#### Try it:
Return the full listing character for character, without its pictures.

#### Data extract:
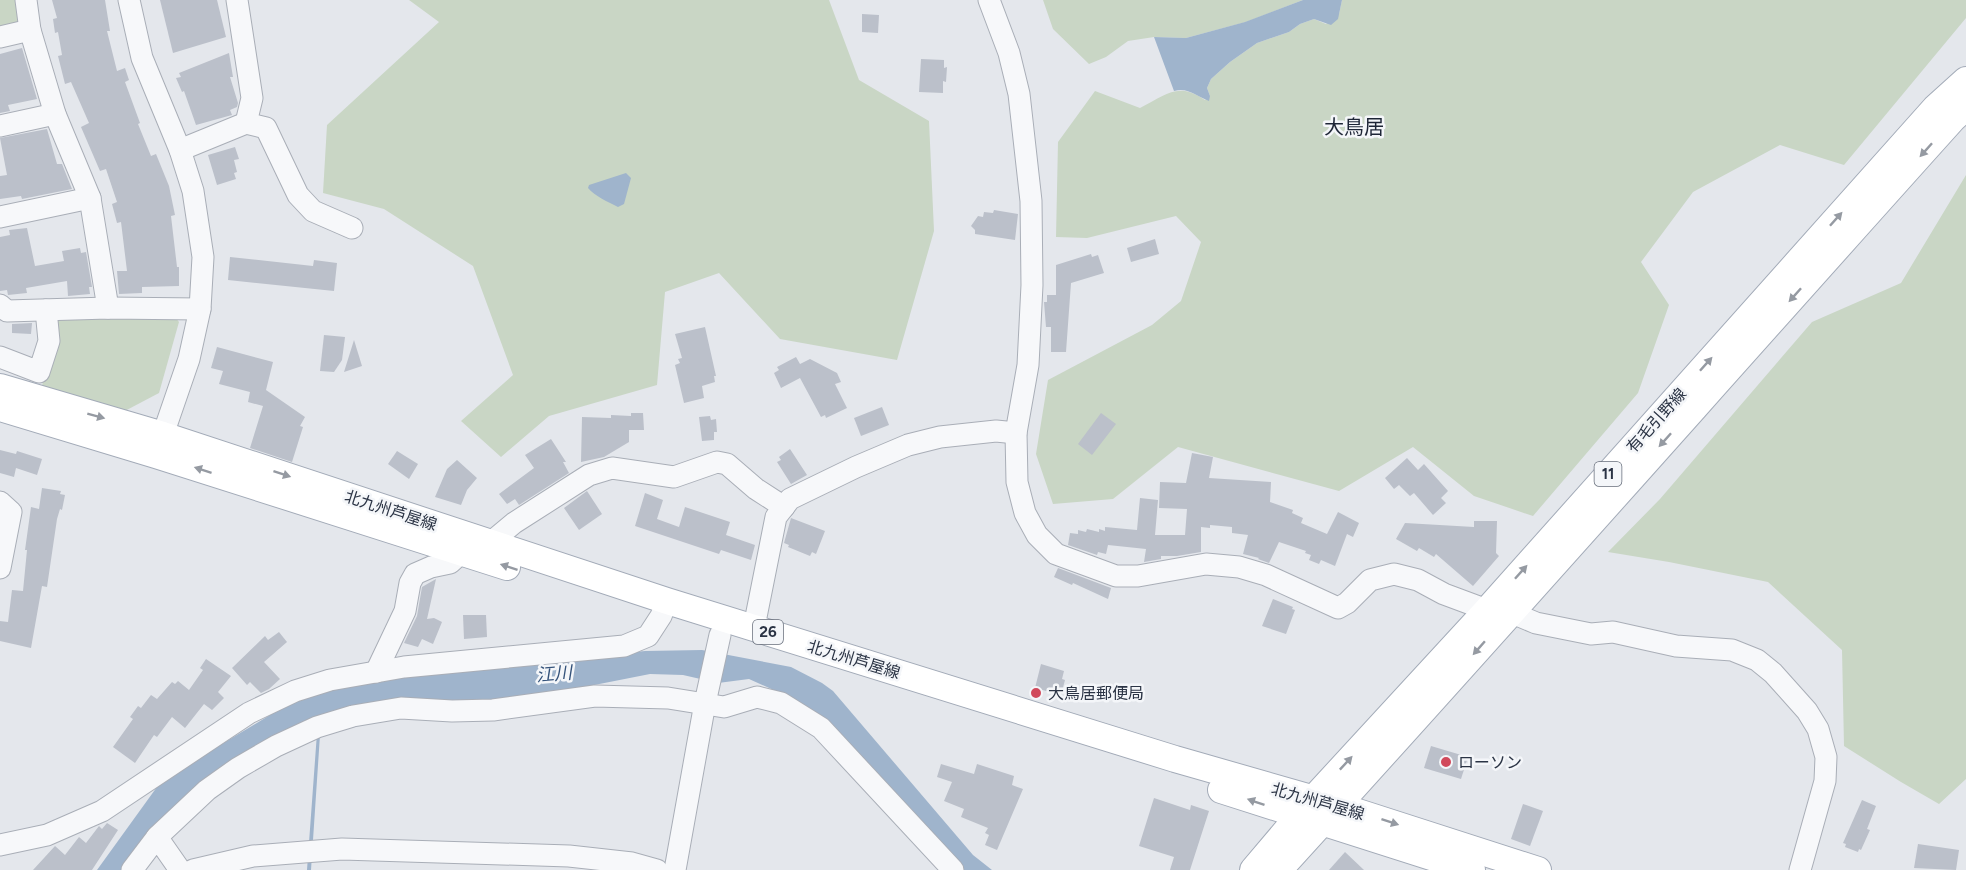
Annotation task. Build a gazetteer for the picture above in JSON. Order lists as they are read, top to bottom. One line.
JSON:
{"streets":{"main road":["有毛引野線","11","北九州芦屋線","26"]},"crossings":[["有毛引野線","北九州芦屋線"]],"districts":["大鳥居"],"water":["江川"],"places":["大鳥居郵便局","ローソン"]}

#### Output for this exercise:
Annotation task. Build a gazetteer for the picture above in JSON. Order lists as they are read, top to bottom. One line.
JSON:
{"streets":{"main road":["有毛引野線","11","北九州芦屋線","26"]},"crossings":[["有毛引野線","北九州芦屋線"]],"districts":["大鳥居"],"water":["江川"],"places":["大鳥居郵便局","ローソン"]}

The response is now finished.